Community
    • Login

    How to delete all text except proper names?

    Scheduled Pinned Locked Moved Help wanted · · · – – – · · ·
    8 Posts 5 Posters 627 Views
    Loading More Posts
    • Oldest to Newest
    • Newest to Oldest
    • Most Votes
    Reply
    • Reply as topic
    Log in to reply
    This topic has been deleted. Only users with topic management privileges can see it.
    • Petr  AndreevP
      Petr Andreev
      last edited by Petr Andreev

      I have a text. It is necessary to leave only the list of proper names.

      Here is:
      Sent by them to the north in search of new lands, the daring daredevils of the Swamp Orkhon, Holokhoi Oyuun, Symattai the blacksmith, Hara Tumen, Uluu Horo, the elder Omogoy and Ellei Bootur, proceeding from the banks of the Great Ebe from top to bottom and from bottom to top, found three spacious valleys.

      I need to make like this:
      Swamp Orkhon
      Holokhoi Oyuun
      Symattai the Blacksmith
      Hara Tumen
      Uluu Horo
      Omogoy
      Ellei Bootur
      Great Ebe

      Terry RT astrosofistaA 2 Replies Last reply Reply Quote 0
      • Terry RT
        Terry R @Petr Andreev
        last edited by

        @Petr-Andreev said in How to delete all text except proper names?:

        It is necessary to leave only the list of proper names.

        I would suggest this will be an almost impossible task for a regular expression to get totally right.

        Assuming we refer to words with a capitalized first character not a problem. But then the first word in a sentence is always capitalized and as it may be a person’s name rather than as the example shows the word “Sent” do we include this or not.

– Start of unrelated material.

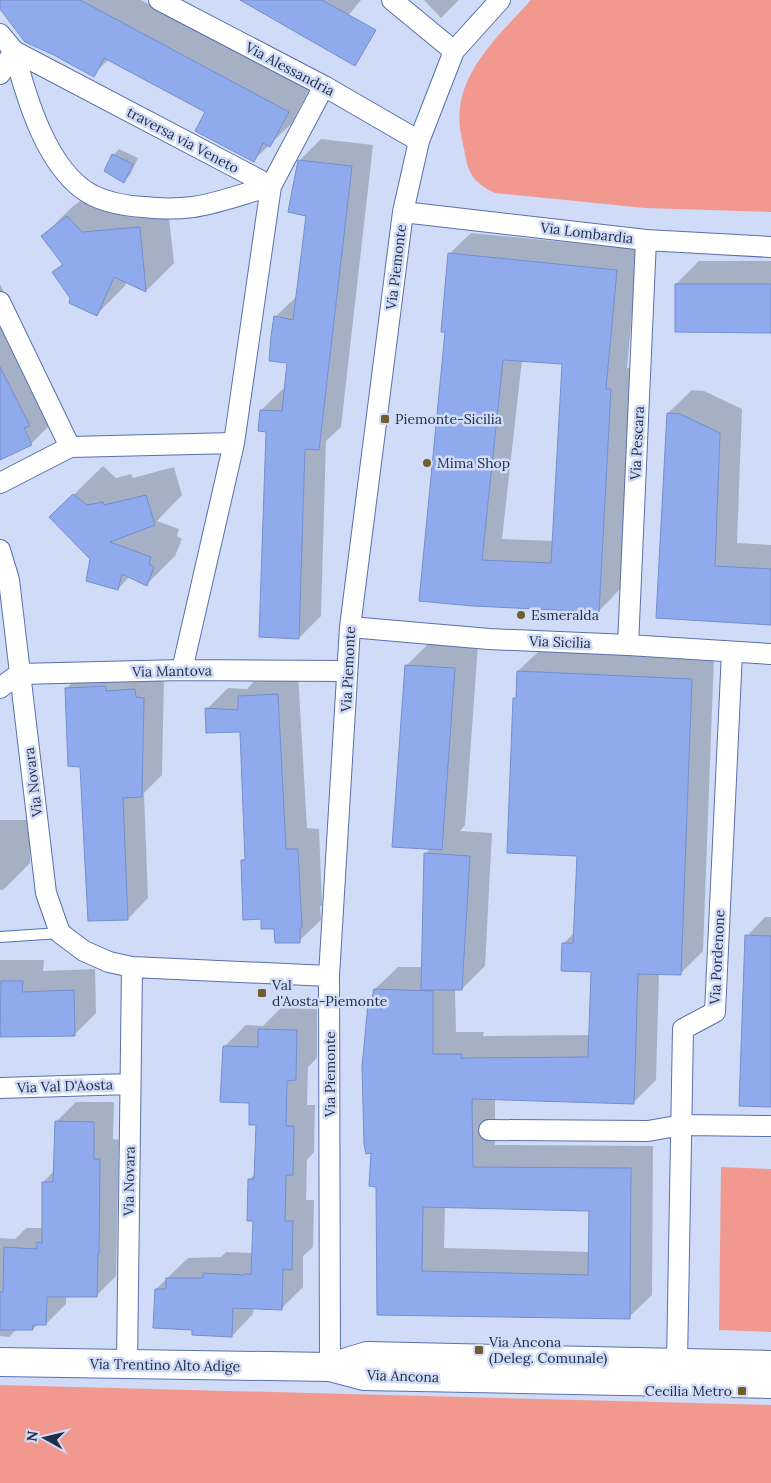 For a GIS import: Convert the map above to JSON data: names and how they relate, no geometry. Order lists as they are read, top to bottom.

        Then there’s the situation of the “Symattai the blacksmith”, where I might add you altered it so the “blacksmith” became “Blacksmith”. So we now consider 2 capitalized words separated by one other word. But now that would select “Omogoy and Ellei” and leave Bootur.

        I think this requires a level of heuristics and regex isn’t that. Regex requires strict rules that are followed to produce results and I don’t think the rules can be created well enough in this case to be certain of a good and trustworthy outcome.

        Terry

        1 Reply Last reply Reply Quote 3
        • Terry RT
          Terry R
          last edited by

          @Terry-R said in How to delete all text except proper names?:

          I would suggest this will be an almost impossible task for a regular expression to get totally right.

          I decided to see how futile the effort would be to attempt a (series of) regex(es) to try and get close to the goal. I changed two words in the example (blacksmith to Blacksmith and added “The” between “Swamp” and “Orkhon”) in my quest to see how I might fare.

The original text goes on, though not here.